Confirmed keynote speakers include Professor Ludmilla Jordanova (University of Durham), Professor Robert Jütte (University of Stuttgart) and Dr Vanessa Heggie (University of Birmingham). Expert sessions on public engagement and social media, among others, will also be run by Dr Vanessa Heggie and Alice Roberts, television presenter and Professor of Science Engagement (University of Birmingham) specifically for early career scholars on the first day of the conference.


Call for Papers

In the most literal of senses, the Scientific Board welcomes abstracts that will explore the history of sense perception, singularly or collectively and within medicine and health globally over the broadest of chronologies. Centring on touch, taste, smell, sight, sound or the heightened, honed, dulling, disability or loss of senses, or touching on their employment through food, pain, analgesia, polluted streets or pestiferous zones – and the emotional responses elicited – this conference encourages engagement with the emerging field of sensory history and its potential to revisit many familiar topics in fresh ways and provoke new insights.
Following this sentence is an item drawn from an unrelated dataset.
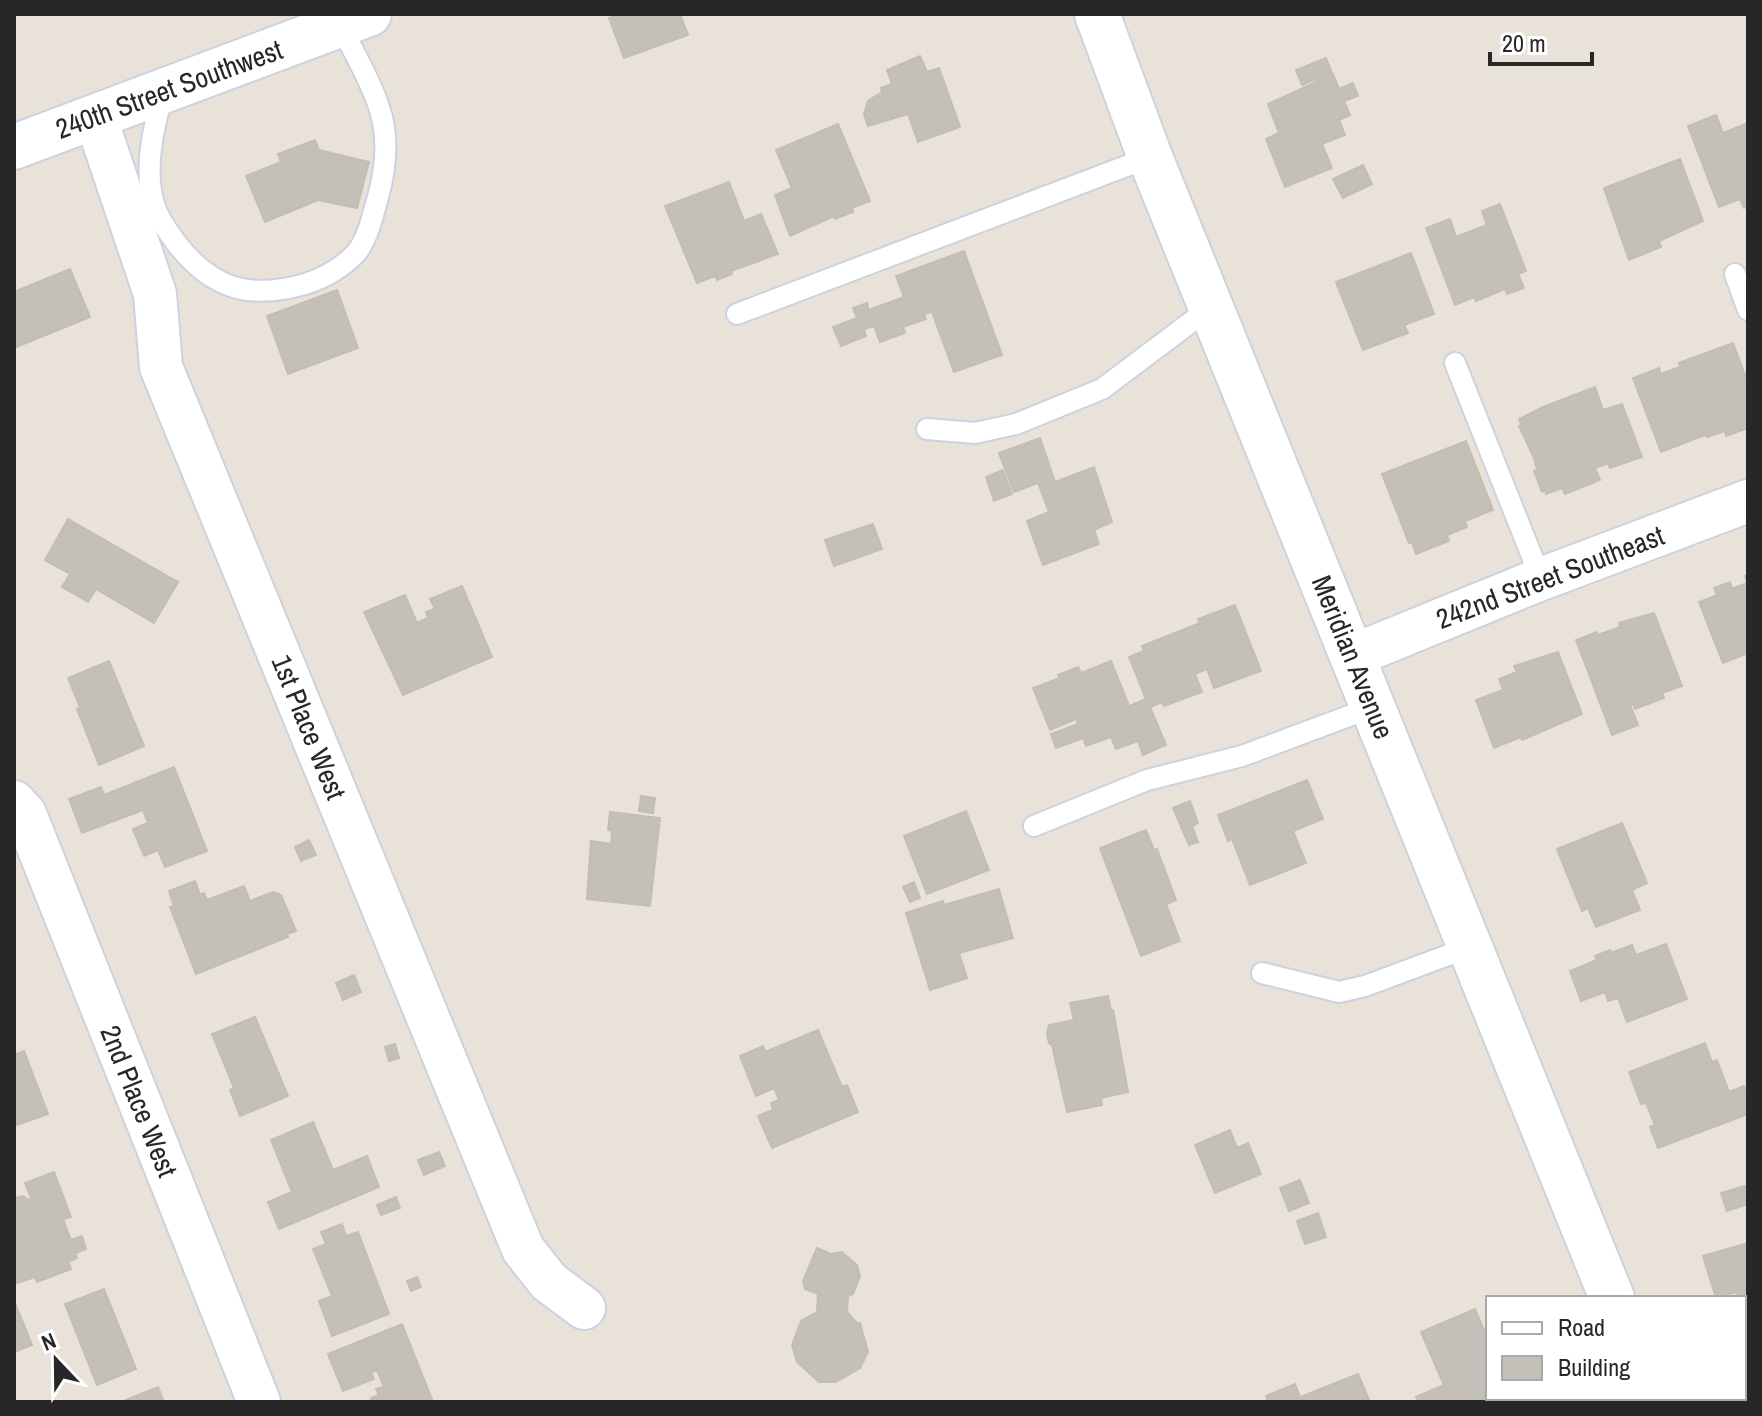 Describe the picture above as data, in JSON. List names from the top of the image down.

We particularly welcome proposals for panels touching on these and other topics, including, but not limited to:

  • Epistemologies of the senses through time
  • Animal, human, inter-species and transhuman senses
  • Reading non-verbal signals in medical and health communication
  • Extra/sensory perception and its metaphors across cultures and clinics
  • Looking, listening, touching, smelling and tasting in medical education, examination and diagnosis
  • Energy, chakras, meditation, mindfulness and the senses and their management
  • Pain, torture, itching, scratching, numbing and sedating as experience, punishment or therapy
  • Hyper-sensitivity, diversity, ability or disability through the senses, including burns, light sensitivity, synaesthesia, acute hearing or sight loss
  • Insensibility, numbing, drugs and psychoactive substances
  • Enabling technologies and technologies of touch, tactile imagery and haptic healing
  • Material culture and experiences of space through the senses, health, illness or as patients
  • Feeling and feelings, both injured and healed
  • Mental capacity, signs of reason, neurological signs and auras
  • Fever, chills, hallucination, delusion and trauma
  • Nonsense, speaking in tongues, gibberish and jargon
  • Paradigm shifts and schisms in medicine and medical history
  • Ethics, experimentation and the return to common sense
  • Experiments, therapies or designs using the senses or sensory deprivation
  • Making sense of medicine and translating ideas into practice
  • Geographies of the senses; virtual worlds, simulation and technology


Individual submissions will be received until 30 Jan. 2019 and should comprise of a 250-word abstract, including five key words, and a one-page CV with contact information. Panel submissions should ideally include three papers (each with 250-word abstract, keywords and short CV), a chair and an initial introductory 100-word justification. If you wish to organise a roundtable, please include the names of participants and short 500-word abstract. We also invite poster presentations and ideas of novel sessions. As this is an anniversary year, the organisers will also be collecting images and items commemorating the work and activities of the EAHMH since its founding – sense or nonsense, please bring anything you are happy to share.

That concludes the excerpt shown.